Jakarta, FORTUNE - Bursa Efek Indonesia (BEI) sudah kedatangan 19 emiten yang mencatatkan saham secara perdana sepanjang 2024. Namun, harga saham milik 52,63 persen para emiten baru terkoreksi per Kamis (21/3).
Berdasarkan data yang Fortune Indonesia himpun, 10 dari 19 harga saham emiten baru 2024 menurun jauh dari harga penawaran finalnya. Bahkan, 8 di antaranya mengalami pelemahan dua digit.
Kesepuluh saham itu, meliputi: PT Ecocare Indo Pasifik Tbk (HYGN), PT Topindo Solusi Komunika Tbk (TOSK), PT Sumber Mineral Global Abadi Tbk (SMGA), PT Sinergi Multi Lestarindo Tbk (SMLE), PT Terang Dunia Internusa Tbk (UNTD), PT Asri Karya Lestari Tbk (ASLI), PT Griptha Putra Persada Tbk (GRPH), PT Citra Nusantara Gemilang Tbk (CGAS), PT Bersama Mencapai Puncak Tbk (BAIK), dan PT Mitra Pedagang Indonesia Tbk (MPIX).
Pelemahan paling tinggi dialami oleh lima emiten terakhir, dengan tingkat koreksi sebagai berikut:
- MPIX: -68,28 persen dari harga penawaran Rp268 menjadi Rp85.
- BAIK: -67,98 persen dari harga penawaran Rp278 menjadi Rp85.
- CGAS: -59,27 persen dari harga penawaran Rp388 menjadi Rp158.
- GRPH: -51,45 persen dari harga penawaran Rp103 menjadi Rp50.
- ASLI: -50,00 persen dari harga penawarn Rp100 menjadi Rp50.
Sebelumnya, 46 dari 79 emiten (58,23 persen) yang IPO pada 2023 juga terkoreksi. 43 di antaranya mencatatkan tingkat pelemahan dua digit, dengan yang terburuk sebesar -86,70 persen dari Rp188 menjadi Rp25, yakni saham PT Lavender Bina Cendikia Tbk (BMBL).

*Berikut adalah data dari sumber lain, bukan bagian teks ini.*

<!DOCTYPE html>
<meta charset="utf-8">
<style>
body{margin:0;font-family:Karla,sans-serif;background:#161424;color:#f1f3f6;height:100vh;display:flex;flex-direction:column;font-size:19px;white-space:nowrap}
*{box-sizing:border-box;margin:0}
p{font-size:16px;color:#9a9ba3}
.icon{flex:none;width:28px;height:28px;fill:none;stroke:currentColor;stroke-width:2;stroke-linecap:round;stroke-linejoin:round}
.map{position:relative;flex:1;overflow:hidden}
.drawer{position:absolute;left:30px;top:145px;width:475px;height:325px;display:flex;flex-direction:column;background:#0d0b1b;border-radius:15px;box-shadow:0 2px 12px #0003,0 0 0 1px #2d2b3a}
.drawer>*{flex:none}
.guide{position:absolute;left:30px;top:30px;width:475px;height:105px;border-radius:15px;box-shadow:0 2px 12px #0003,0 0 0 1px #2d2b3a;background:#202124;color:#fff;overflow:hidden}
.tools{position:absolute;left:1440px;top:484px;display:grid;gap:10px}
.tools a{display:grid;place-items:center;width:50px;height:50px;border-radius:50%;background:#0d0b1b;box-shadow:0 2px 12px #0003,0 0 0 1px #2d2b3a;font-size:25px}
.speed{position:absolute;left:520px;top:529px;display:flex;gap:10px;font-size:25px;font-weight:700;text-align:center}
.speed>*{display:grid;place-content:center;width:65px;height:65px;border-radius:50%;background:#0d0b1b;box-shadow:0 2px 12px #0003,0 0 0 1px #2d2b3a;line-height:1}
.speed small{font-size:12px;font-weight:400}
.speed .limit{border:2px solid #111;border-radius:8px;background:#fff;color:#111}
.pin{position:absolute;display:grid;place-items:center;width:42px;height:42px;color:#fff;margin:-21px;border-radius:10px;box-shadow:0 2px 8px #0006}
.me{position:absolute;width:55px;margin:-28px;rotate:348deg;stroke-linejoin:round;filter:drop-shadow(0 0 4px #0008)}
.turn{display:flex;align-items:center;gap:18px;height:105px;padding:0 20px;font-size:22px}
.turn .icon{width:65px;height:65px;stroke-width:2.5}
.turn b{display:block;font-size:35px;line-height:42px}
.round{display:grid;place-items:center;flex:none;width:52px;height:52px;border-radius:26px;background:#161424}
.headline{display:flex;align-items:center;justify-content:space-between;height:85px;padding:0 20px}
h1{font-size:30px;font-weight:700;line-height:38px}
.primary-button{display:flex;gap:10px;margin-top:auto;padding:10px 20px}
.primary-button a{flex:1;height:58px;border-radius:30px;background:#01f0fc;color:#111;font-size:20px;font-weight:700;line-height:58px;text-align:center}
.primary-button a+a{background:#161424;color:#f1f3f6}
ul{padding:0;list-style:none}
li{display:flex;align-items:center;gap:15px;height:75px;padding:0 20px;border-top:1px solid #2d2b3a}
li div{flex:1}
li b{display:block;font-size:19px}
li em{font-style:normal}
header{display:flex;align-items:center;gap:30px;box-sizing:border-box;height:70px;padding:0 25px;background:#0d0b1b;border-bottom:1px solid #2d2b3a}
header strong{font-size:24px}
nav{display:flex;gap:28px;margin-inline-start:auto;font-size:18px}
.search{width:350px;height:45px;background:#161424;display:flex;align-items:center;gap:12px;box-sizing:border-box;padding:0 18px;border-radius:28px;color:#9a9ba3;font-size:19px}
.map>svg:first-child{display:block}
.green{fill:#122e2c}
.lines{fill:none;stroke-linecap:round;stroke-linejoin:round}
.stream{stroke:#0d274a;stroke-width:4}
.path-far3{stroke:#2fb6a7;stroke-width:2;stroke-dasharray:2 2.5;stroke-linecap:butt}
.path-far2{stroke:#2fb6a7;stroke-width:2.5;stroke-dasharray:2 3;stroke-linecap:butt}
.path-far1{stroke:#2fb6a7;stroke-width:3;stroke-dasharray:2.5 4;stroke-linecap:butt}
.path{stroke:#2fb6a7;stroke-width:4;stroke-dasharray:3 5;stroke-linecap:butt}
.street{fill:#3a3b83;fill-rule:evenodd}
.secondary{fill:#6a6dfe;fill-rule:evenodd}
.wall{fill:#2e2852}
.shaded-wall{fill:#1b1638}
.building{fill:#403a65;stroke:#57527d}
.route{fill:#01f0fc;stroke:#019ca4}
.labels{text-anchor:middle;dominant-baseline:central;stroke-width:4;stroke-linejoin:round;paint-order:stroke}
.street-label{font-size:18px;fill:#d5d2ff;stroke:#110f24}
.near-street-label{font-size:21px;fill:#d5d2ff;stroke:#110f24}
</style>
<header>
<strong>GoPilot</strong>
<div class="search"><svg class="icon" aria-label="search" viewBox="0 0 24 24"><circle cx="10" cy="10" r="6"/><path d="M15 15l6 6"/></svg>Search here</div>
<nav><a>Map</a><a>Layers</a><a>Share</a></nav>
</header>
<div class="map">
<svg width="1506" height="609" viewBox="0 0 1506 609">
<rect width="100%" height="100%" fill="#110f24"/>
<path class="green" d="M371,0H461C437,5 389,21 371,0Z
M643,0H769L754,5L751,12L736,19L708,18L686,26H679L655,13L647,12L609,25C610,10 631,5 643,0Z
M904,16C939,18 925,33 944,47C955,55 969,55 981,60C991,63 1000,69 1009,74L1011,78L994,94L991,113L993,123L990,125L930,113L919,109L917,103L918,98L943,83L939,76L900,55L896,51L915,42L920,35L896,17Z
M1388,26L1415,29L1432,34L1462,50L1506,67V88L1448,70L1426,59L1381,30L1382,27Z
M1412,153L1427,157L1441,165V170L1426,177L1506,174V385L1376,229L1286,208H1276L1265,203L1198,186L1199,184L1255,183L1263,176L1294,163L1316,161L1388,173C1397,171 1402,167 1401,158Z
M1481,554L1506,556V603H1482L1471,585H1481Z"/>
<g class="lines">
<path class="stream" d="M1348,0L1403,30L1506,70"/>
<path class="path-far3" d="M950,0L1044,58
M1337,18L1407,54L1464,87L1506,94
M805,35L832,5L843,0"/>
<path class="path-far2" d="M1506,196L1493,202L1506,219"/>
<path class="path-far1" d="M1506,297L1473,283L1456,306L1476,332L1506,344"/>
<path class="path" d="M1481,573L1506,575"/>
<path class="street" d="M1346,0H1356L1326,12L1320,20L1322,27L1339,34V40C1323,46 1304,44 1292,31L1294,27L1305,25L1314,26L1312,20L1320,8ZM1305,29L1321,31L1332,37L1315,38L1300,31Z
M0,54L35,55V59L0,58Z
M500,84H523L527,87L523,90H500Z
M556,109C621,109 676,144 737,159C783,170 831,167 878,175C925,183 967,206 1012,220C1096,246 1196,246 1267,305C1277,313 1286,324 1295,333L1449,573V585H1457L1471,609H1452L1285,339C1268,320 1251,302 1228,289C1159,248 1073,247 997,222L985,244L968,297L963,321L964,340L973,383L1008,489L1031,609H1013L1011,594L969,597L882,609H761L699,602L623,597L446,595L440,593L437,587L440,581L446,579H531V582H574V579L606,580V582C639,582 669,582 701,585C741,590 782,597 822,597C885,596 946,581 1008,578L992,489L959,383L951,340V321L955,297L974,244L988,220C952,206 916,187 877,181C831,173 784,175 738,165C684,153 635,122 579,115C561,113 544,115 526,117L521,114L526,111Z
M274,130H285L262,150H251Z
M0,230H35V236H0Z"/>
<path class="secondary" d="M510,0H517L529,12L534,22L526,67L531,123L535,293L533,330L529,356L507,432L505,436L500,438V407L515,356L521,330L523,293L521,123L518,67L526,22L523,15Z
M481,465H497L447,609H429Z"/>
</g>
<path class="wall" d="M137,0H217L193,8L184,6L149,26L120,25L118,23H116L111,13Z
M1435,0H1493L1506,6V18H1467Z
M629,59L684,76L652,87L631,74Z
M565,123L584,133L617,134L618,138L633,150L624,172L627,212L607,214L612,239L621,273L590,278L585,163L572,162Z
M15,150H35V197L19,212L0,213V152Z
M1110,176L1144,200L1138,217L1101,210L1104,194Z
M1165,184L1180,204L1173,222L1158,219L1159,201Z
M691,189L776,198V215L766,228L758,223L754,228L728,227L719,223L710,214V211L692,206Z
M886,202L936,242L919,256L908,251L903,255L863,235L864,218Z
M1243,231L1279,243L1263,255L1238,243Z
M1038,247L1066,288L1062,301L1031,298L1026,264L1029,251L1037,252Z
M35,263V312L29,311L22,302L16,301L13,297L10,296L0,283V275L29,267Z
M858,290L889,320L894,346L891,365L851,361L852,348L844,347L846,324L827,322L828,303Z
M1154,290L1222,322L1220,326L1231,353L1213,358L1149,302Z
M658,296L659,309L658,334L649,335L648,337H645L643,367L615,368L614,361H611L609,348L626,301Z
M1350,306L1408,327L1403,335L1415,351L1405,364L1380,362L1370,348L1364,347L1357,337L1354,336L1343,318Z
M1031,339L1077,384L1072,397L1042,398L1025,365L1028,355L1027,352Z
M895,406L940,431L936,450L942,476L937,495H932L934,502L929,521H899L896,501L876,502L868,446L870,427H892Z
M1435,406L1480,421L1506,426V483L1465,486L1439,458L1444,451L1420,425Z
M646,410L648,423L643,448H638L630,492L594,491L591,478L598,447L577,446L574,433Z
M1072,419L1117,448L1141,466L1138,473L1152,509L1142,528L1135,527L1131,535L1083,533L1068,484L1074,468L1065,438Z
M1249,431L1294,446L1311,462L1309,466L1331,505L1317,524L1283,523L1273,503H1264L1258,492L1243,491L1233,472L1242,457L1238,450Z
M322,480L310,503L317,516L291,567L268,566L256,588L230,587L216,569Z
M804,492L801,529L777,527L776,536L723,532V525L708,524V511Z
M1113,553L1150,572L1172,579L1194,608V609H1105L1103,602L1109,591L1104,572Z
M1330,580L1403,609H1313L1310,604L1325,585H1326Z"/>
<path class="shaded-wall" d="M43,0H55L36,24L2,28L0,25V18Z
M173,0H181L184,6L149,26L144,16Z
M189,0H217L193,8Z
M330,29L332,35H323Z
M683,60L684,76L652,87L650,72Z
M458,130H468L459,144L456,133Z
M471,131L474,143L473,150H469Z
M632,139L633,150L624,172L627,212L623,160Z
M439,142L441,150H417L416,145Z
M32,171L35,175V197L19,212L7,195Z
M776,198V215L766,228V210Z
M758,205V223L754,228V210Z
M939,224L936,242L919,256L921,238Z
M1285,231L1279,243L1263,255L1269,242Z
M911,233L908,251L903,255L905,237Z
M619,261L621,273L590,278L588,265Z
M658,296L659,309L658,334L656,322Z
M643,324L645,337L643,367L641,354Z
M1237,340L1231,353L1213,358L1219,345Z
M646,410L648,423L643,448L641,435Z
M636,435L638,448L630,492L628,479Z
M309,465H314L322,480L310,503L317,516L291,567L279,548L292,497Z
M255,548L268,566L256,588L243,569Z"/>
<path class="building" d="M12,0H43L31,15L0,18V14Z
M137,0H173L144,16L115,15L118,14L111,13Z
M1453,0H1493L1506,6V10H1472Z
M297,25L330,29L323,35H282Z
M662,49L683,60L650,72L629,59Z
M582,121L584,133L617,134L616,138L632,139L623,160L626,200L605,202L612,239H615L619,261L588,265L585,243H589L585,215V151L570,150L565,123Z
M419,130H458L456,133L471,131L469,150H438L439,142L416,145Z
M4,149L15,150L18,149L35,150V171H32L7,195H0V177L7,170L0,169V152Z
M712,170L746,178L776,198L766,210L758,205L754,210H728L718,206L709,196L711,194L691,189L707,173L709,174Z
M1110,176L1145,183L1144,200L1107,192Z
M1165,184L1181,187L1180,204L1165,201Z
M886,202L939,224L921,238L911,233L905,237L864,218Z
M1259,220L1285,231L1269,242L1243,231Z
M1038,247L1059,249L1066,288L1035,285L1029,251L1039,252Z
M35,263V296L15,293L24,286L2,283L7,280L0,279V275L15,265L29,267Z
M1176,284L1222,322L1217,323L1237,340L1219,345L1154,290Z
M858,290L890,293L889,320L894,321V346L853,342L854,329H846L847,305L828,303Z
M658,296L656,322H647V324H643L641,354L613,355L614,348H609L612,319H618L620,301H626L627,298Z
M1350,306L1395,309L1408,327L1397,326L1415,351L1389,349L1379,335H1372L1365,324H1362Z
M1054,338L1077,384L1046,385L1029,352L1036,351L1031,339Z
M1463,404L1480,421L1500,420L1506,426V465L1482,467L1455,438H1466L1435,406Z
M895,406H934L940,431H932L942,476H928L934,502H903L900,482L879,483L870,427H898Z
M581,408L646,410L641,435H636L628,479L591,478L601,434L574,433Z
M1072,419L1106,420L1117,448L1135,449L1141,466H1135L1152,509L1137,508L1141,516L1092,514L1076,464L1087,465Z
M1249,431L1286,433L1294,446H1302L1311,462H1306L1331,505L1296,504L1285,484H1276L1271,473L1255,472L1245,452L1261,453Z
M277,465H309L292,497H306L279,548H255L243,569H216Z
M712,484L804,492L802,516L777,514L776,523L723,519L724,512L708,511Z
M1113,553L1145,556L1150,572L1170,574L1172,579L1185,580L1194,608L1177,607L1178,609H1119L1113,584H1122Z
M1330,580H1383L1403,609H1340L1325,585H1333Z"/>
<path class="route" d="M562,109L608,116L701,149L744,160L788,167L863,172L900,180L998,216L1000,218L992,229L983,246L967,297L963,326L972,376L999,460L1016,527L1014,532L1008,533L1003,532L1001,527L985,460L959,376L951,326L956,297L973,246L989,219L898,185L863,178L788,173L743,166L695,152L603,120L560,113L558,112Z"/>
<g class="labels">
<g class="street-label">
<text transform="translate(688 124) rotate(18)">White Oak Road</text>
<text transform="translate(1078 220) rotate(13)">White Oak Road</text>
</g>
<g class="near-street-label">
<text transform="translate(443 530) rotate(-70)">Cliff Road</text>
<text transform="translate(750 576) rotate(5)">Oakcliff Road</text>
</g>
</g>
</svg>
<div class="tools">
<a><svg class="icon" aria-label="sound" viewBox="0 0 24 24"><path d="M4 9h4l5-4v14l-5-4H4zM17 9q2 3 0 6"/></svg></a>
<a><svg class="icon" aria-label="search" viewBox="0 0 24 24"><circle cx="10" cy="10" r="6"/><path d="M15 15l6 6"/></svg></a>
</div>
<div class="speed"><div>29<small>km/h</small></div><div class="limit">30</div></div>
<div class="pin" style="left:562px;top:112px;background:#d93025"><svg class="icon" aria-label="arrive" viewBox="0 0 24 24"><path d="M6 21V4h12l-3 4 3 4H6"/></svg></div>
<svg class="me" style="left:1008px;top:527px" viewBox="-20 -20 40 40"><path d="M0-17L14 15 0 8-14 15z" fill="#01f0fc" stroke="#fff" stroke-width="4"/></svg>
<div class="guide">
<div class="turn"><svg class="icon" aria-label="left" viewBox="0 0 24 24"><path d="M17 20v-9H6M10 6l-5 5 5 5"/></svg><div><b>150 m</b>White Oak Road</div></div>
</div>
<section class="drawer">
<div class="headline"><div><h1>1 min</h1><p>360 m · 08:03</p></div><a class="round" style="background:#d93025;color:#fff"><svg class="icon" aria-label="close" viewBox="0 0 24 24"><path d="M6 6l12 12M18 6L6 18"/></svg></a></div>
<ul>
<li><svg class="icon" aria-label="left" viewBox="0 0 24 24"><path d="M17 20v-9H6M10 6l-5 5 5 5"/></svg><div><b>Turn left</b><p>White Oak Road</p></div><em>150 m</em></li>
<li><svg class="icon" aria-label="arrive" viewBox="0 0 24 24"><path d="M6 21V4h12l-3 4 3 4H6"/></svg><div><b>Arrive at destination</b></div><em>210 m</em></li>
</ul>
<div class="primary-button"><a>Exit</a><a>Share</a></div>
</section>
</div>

Performa saham-saham IPO (Initial Public Offering) yang demikian pada akhirnya menuai kritik dari sejumlah pihak, termasuk investor, trader, hingga ekonom. Guna menyiasati hal itu, Bursa Efek Indonesia (BEI) pun akan memperketat penyaringan IPO lewat sejumlah inisiasi, termasuk dalam hal penjatahan, saham free float (saham yang beredar di publik), hingga uji finansial.
Langkah BEI perketat penyaringan IPO
Direktur Penilaian Perusahaan BEI, I Gede Nyoman Yetna mengatakan, BEI aktif mengintrospeksi dan merefleksi capaiannya, serta mendengar masukan dari pasar. “Tentu memang ada saja perusahaan yang mengalami masalah setelah IPO,” katanya di Jakarta, dikutip Kamis (21/3). “Namun apapun itu, kami berangkat dari apa yang bisa dilakukan untuk lakukan perbaikan.”
Dari hasil tinjauan BEI, sejumlah problem yang dialami para emiten yang baru IPO berkaitan dengan volatilitas transaksi, koreksi harga secara signifikan tak lama setelah pencatatan, dan masalah operasional.
Langkah pertama BEI untuk mengurai permasalahan itu adalah menyempurnakan aturan penjatahan, yang dinilai dapat mempengaruhi volatilitas transaksi.Kedua, perihal cara untuk meningkatkan jumlah free float yang benar-benar siap diperdagangkan.
Selanjutnya, BEI juga akan menimbang perihal regulasi greenshoe, yakni pilihan penjatahan berlebih untuk emiten yang akan IPO. “Ini juga akan bantu dari sisi stabilitas harga,” ujar nyoman.
Kemudian, akan ada langkah untuk meningkatkan kualitas perusahaan tercatat. Apa itu? Peningkatan kualitas uji finansial. Lalu, BEI pun tengah membahas perihal ketentuan sponsor, baik itu underwriter maupun pihak lain.
“Sponsor akan mendukung dari sisi good corporate governance satu tahun pertama dari sisi perseroan,” jelas Nyoman.
Selain itu, kualitas underwriter dan para profesi penunjang juga akan ditingkatkan melalui capacity building. Hal itu sudah dilakukan dan akan dialnjutkan ke depannya.
Terakhir, bursa juga telah menargetkan masuknya perusahaan mercusuar (lighthouse company) lewat IPO. Perusahaan jenis itu memiliki karakteristik yang mencakup: kapitalisasi pasar minimal Rp3 triliun dan jumlah saham free float minimal 15 persen.